Thursday, October 13, 2011


“I mean it, Ken. I’ve never met anyone else like you. I’ve met plenty of men like Reginald, and I’m glad that men like him exist, but they won’t do what you do- not even a measure of it. So hemming and hawing while the bad guys rape, kill, run drugs, terrorize people-“

“-and run government agencies, organize into gangs and families, even set up cults. They do all of that, and so much more- and worse. Big-timers, small-timers, all sorts doing all sorts of bad stuff to all sorts of decent people- but it’s not without remedy.”

Kathy kissed Ken’s cheek. “Marisol’s taking her life seriously now. She won’t be a victim anymore, and her kids won’t be victims anymore either. Lots of people I’ve helped over the years got the point and started taking care of themselves, much like you and Reggie do. It’s getting better, but it’s not sexy so it doesn’t get on the news.”

“You really think so?” Ken smiled and nodded.

“You’re still, at heart, an idealist.” Kathy said, “That’s why I want to ensure that there’s more like you to come.”

“I have no problem with that.” Ken said, holding her close, “Others might—not Reggie; he’s so cool that sometimes I think him more than human—but their opinion doesn’t matter. Besides, it’s not like anyone but us needs to know who begat whom.”

Kathy smiled.

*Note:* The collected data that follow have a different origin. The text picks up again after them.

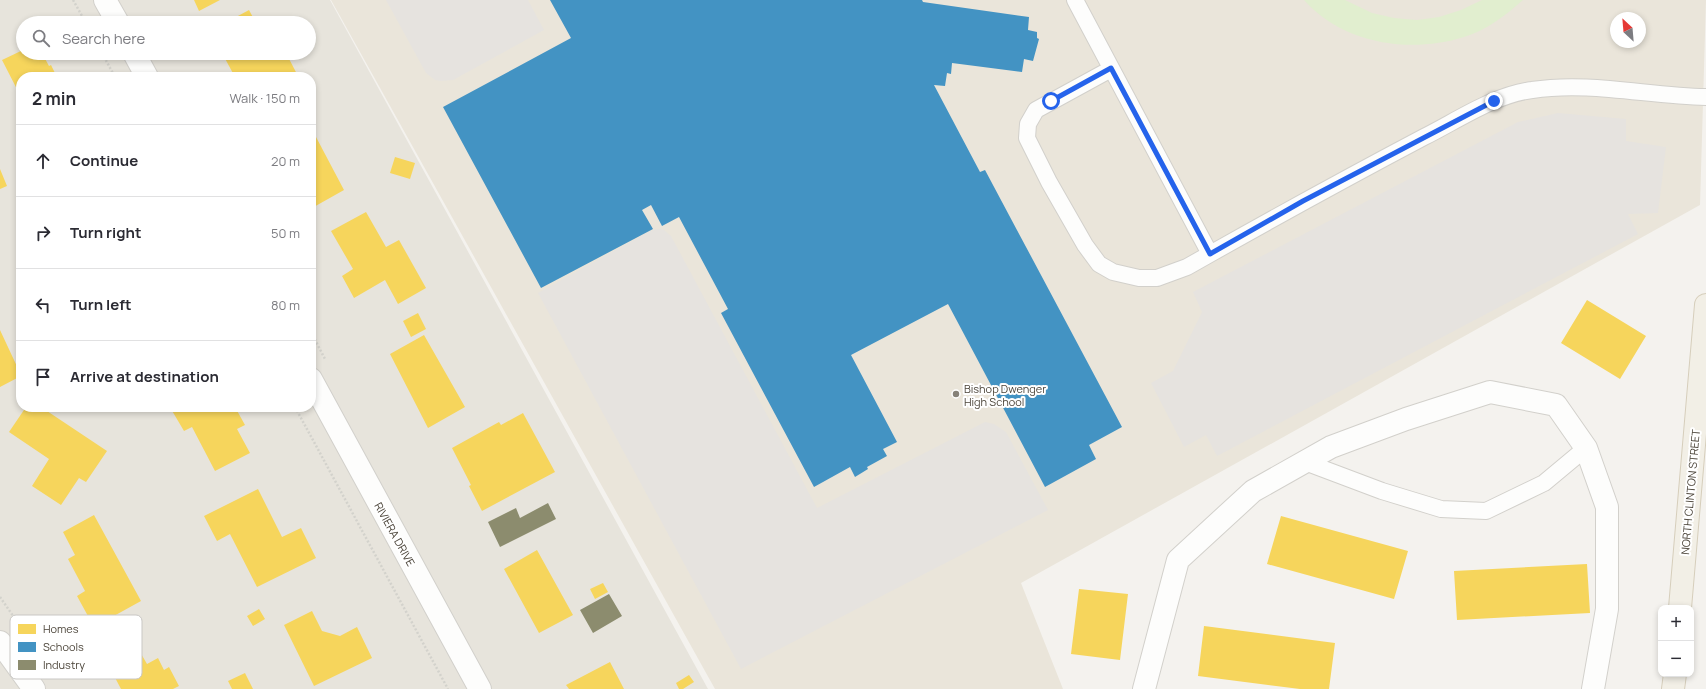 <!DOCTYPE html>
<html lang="en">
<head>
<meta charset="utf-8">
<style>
	:root { --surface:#fff; --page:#f7f7f7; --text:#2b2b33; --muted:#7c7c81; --line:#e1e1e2 }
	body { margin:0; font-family:Manrope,sans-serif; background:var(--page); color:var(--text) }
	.controls { position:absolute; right:12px; bottom:12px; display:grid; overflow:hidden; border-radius:8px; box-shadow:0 2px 6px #0003 }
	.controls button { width:36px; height:36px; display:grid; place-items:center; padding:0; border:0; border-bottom:1px solid var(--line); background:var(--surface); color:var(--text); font:20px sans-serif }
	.compass { position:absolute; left:1610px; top:12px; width:36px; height:36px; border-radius:50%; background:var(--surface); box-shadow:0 2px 6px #0003; rotate:334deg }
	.stop { position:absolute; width:12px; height:12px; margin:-9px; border:3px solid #2563eb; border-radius:50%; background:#fff }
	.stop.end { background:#2563eb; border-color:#fff; box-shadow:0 1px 4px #0008 }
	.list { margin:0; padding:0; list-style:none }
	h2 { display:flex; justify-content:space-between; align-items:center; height:52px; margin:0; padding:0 16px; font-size:17px }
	h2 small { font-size:13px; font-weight:400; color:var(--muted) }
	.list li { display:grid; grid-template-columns:26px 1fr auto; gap:12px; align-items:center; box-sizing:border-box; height:72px; padding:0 16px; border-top:1px solid var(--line) }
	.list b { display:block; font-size:15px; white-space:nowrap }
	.list em { font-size:13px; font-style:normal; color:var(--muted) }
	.icon { flex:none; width:22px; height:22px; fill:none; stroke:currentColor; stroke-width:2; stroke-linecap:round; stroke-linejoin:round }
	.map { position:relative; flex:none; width:1706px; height:689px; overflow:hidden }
	.search { position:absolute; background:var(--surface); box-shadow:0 2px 6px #0003; left:16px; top:16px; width:300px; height:44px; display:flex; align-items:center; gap:10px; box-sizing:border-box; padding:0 14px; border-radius:22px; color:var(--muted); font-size:15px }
	.panel { position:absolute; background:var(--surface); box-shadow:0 2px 6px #0003; left:16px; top:72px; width:300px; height:340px; border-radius:16px }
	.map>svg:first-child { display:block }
	.residential { fill:#e7e4dc; fill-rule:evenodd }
	.education { fill:#eae5da; fill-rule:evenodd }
	.green { fill:#e1eecf }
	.parking { fill:#e6e3df }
	.homes { fill:#f6d55c }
	.schools { fill:#4393c3 }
	.industry { fill:#8c8c6e }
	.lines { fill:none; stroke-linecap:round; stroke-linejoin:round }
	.lane-casing { stroke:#d2d0cb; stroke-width:18 }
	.street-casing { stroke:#d2d0cb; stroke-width:24 }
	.primary-casing { stroke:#d6cebb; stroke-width:24 }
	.path { stroke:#d3d2cc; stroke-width:2.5; stroke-dasharray:2 2; stroke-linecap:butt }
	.lane { stroke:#fdfdfc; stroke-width:16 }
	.street { stroke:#fdfdfc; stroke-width:22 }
	.primary { stroke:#f2efe6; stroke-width:22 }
	.route { stroke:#2563eb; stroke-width:5 }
	.poi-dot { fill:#868178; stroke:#fff; stroke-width:1.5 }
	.labels { text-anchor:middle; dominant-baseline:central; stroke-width:4; stroke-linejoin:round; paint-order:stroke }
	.poi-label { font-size:11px; fill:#4b4439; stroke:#fff; text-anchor:start }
	.street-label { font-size:11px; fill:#4b4439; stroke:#fff }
	.key { fill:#fff; stroke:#c9c7c4; stroke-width:1 }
	.key-label { font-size:11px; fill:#4b4439 }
</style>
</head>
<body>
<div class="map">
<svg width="1706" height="689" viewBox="0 0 1706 689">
	<rect width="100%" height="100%" fill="#f4f2ee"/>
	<path class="residential" d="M0,0H330L708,689H0ZM23,23H309V53H23ZM21,77H311V407H21Z"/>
	<path class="education" d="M331,0H1706L1700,205L1021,583L1063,689H715ZM1616,18H1640V42H1616Z"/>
	<path class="green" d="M1304,0H1345L1372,13L1394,18L1417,20L1439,17L1461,10L1482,0H1523C1506,15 1487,30 1464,37C1410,54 1343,44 1304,0Z"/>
	<path class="parking" d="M386,0H528L544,30L453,80L441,81L435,80L426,73Z
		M1558,113L1626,119V141L1666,147L1658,213L1628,214L1638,234L1217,456L1206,435L1184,447L1151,383L1173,371L1202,312L1193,292L1518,122Z
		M659,229L664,230L671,236L817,508L985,422L994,424L1006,432L1048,510L741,669L538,293L650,231Z"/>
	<path class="homes" d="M194,0H220L199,11Z
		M249,10L256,23H225Z
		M23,50V53H42L49,66L51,65L57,77H21V97L2,60Z
		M222,53H286L298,76L235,77Z
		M316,137L344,190L312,208L311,140Z
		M395,157L415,163L410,179L390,173Z
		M0,169L7,186L0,189Z
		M366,212L386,247L399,240L426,288L398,304L385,280L354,298L342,276L353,269L331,231Z
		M1587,300L1646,336L1620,379L1561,343Z
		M418,313L426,329L411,337L403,321Z
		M0,330L21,375V376L0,387Z
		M424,335L465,407L428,428L390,354Z
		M26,407H41L107,451L86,482L79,478L61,505L32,486L49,459L9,432Z
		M174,407H235L245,425L237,429L250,453L215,471L192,427L184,431L171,409Z
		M523,413L555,472L482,511L469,486L471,485L452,448L499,422L501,425Z
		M258,489L282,537L301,528L316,558L257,587L230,534L217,541L204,516Z
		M94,515L141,601L94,627L77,596L85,591L68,559L75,555L63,532Z
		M1281,516L1408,551L1394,599L1267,564Z
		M537,550L573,615L539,633L504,569Z
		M1587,564L1590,613L1457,620L1454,571Z
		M603,583L608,592L595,599L590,589Z
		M1079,589L1128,594L1120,660L1071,654Z
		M259,609L265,619L253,626L247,616Z
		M312,611L322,631L340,636L357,627L372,658L314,686L284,625Z
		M1204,626L1335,643L1329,689H1300L1198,676Z
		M132,638L147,664L158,658L164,670L169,667L179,686L173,689H121L102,653Z
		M610,662L624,689H569L566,685Z
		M245,673L253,689H232L228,681Z
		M689,675L694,682L683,689H679L676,683Z"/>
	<path class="schools" d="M550,0H922L923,2L1029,17L1028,30L1037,32V38L1039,39L1033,61L1024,59L1022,72L952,63L951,74L947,73L945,86L934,85L980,172L985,170L1122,427L1089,445L1096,459L1045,487L948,304L851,355L897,442L883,449L887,456L867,467L868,469L855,477L850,467L814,487L721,313L728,309L679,217L662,226L651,205L642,210L653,229L541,288L443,107L571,38Z"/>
	<path class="industry" d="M548,503L556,519L500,547L488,522L516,508L520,518Z
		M609,594L622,616L593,633L580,610Z"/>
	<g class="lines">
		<defs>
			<path id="lane" d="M1075,0L1210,254C1281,214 1352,175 1424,137C1458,120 1494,95 1532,90C1589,81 1648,96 1706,97
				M1111,69L1036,110L1028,124L1027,138L1049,182L1085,245L1099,264L1113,272L1139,278H1157L1187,267L1210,254
				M1305,462L1382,491L1441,509L1486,511L1544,483L1586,448"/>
			<path id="street" d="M105,0L118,23
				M134,53L147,77
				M311,379L480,689
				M0,642L34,689
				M1144,689L1178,560L1253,491L1331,447L1406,419L1490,392L1556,405L1586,448L1607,507V609L1593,689"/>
			<path id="primary" d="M1680,608L1706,305
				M1673,689L1675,674"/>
		</defs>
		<use href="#lane" class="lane-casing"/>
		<use href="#street" class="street-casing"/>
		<use href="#primary" class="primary-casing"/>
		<path class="path" d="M73,0L86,23
			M102,53L115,77
			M311,332L325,359
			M295,407L448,689
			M0,597L18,623"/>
		<use href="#lane" class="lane"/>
		<use href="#street" class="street"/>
		<use href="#primary" class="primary"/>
	</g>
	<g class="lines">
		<path class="route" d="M1051,101L1111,68L1210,254L1303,201L1494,101"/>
	</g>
	<circle class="poi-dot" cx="956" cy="394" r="4"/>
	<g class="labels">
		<g class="poi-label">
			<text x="964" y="388">Bishop Dwenger<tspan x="964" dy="13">High School</tspan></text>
		</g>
		<g class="street-label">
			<text transform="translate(1690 492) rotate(-85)">NORTH CLINTON STREET</text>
			<text transform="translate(395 534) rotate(61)">RIVIERA DRIVE</text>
		</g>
	</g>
	<rect x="10" y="615" width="132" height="64" rx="6" class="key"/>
	<rect x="18" y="624" width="18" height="10" fill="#f6d55c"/>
	<rect x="18" y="642" width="18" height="10" fill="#4393c3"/>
	<rect x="18" y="660" width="18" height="10" fill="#8c8c6e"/>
	<g class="key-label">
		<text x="43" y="633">Homes</text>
		<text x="43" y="651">Schools</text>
		<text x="43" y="669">Industry</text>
	</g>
</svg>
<div class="controls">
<button>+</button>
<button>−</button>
</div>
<svg class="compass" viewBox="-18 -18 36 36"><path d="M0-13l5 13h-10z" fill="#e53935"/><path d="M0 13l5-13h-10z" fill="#7c7c81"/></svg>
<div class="stop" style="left:1051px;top:101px"></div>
<div class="stop end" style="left:1494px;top:101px"></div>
<div class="search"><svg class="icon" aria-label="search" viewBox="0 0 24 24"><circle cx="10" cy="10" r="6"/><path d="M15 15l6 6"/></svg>Search here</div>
<section class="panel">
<h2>2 min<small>Walk · 150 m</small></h2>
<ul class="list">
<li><svg class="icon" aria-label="ahead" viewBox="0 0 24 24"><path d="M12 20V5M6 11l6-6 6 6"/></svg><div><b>Continue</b></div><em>20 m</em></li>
<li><svg class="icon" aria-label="right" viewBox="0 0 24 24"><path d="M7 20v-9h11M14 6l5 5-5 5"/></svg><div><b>Turn right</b></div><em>50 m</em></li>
<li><svg class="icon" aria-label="left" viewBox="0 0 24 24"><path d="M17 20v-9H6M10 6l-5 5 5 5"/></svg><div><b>Turn left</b></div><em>80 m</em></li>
<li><svg class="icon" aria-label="arrive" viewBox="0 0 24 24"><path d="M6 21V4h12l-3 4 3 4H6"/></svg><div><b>Arrive at destination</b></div></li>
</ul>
</section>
</div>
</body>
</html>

It wasn’t just the happy smile, but the knowing smile. Ken smiled back, and he also got what Kathy meant.

“I’m glad that you see it my way.” Kathy said, and the two stopped talking for a while.

Ken and Kathy dozed on the front porch when the distant rumble of a car on the road woke Ken up. Ken rubbed his eyes, clearing his vision, and figured from the headlights and the noise that a truck approached the house- and, thankfully, just one truck.

“Get up!” Ken said, whispering, “Get up, Kathy, and get inside.”

Kathy sat up. “What’s going on?”

Ken grabbed her by the arm and pointed out the approaching truck. “That’s going on. Get inside!”

Kathy didn’t move fast enough, so Ken pulled her to her feet and hurried her into the house. He threw on a shirt, grabbed a rifle from the cabinet and loaded it as he went back outside to see who this unexpected visitor was. The truck stopped when the headlights lit up the front porch, but even so Ken stilled noticed the light bar atop the truck’s roof. He recognized now the Sheriff’s Department truck, and relaxed his guard a bit. Here, unlike many other counties, Ken got along well enough with them.

A man got out from the driver’s side. “Just the man I’d been looking for.”

Ken recognized the voice. “I’d like to put the rifle down, Sheriff. I sure hope you’re here to be sociable.”